The set for the opening and final scenes
has an over-the-rooftops view which is evocative of a garret for starving
students, even if there’s little sign of a ceiling over their heads, and the
lighting is that of summer sunlight even though the first scene is on Christmas
Eve and the last in springtime (something the words and music make much of and
which should really be shown in any staging).
But the mid-winter scene at the city gates
(Act 3) looks cold all right, and there’s a positive blizzard of stage snow
during it to underline the point.
La Bohème is such a brilliant piece of
musical writing that its spell works in almost any version. No one has ever
quite caught the magic of young, dawning love as Puccini did in the two big
arias and duet for doomed, beautiful seamstress Mimí and young poet Rodolfo as
they meet each other by candle light.
It does need a soprano and tenor who can
seem to be young and in love, and Alyona Kistenyova and Vitalii Liskovestkyi
had a real go at doing that. Their voices are fully operatically trained (both
hit the top Cs at the end of O Soave Fanciulla) and project plenty of tone.
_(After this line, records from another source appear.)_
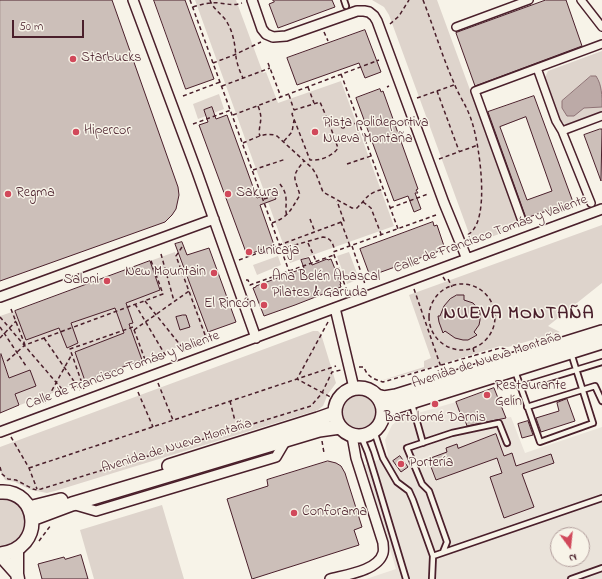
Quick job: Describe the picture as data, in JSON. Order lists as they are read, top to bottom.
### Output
{
  "streets": {
    "main road": ["Avenida de Nueva Montaña"],
    "street": ["Calle de Francisco Tomás y Valiente"]
  },
  "districts": ["NUEVA MONTAÑA"],
  "places": [
    "Starbucks",
    "Hipercor",
    "Pista polideportiva Nueva Montaña",
    "Regma",
    "Sakura",
    "Unicaja",
    "New Mountain",
    "Saloni",
    "Ana Belén Abascal Pilates & Garuda",
    "El Rincón",
    "Restaurante Gelín",
    "Bartolomé Darnis",
    "Portería",
    "Conforama"
  ],
  "scale_bar": "50 m",
  "north": "bottom"
}
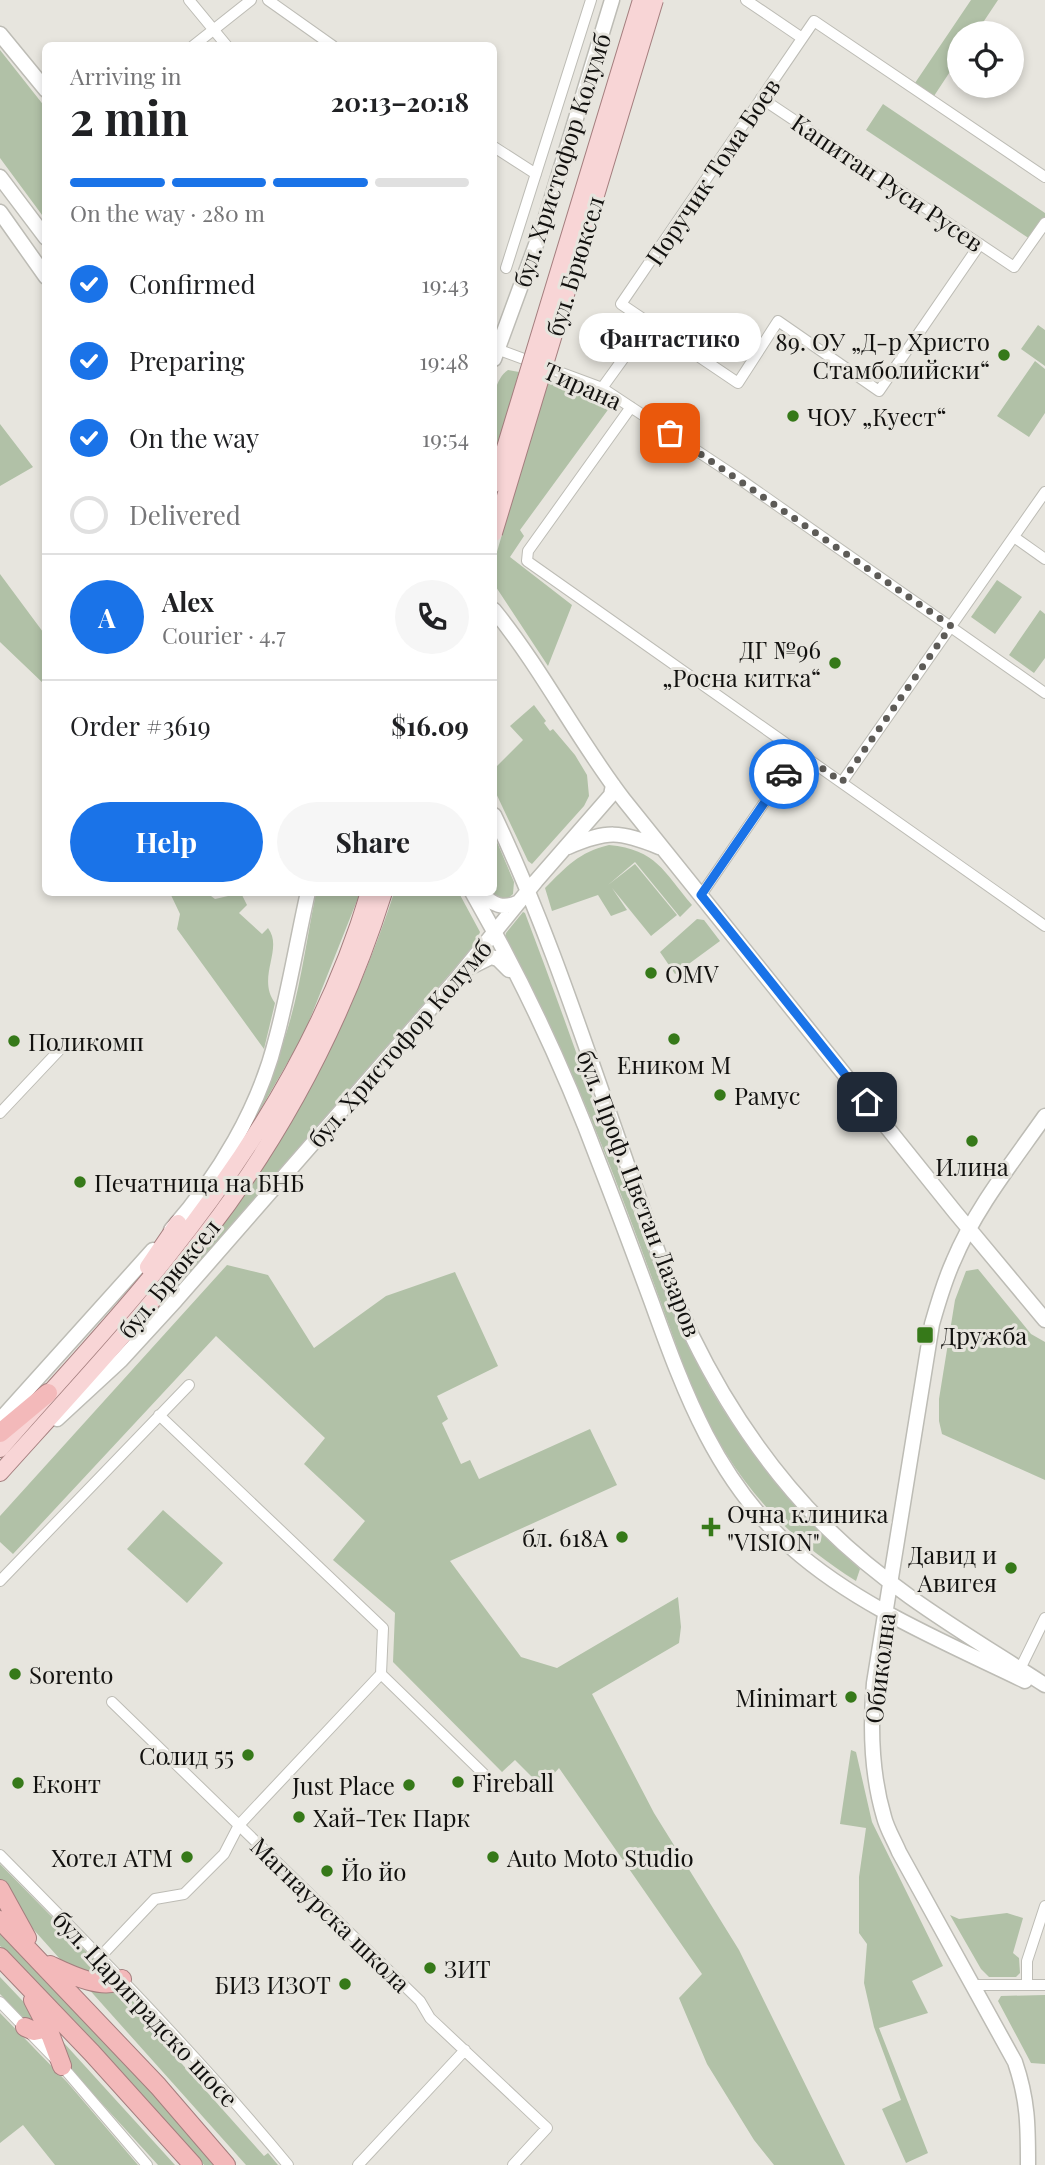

The other male Bohemians (Iurie Gisca as
Marcello, Oleksandr Forkushak as Schaunard and Vadym Chernihovskyi as Colline)
played their parts well, though Gisca, one of Ellen Kent’s long-serving
principals from Moldovan National Opera days, has done this many times before.
Eugeniu Ganea was a good comic turn as Benoit and Alcindoro.
But the singer who stole the show was Olga
Perrier, as Musetta. The French soprano has appeared with Ellen Kent before in
this role, and she had the extrovert personality and complete commitment to
character that make the coquette, in some ways, a more interesting personality
than the pure and dying heroine, Mimí. And her voice was the best on the stage.
There’s always something new to be mined in
a piece so rich as La Bohème, and hopefully Ellen Kent will once again have
introduced this wonderful work to many opera novices in a very respectably
filled house.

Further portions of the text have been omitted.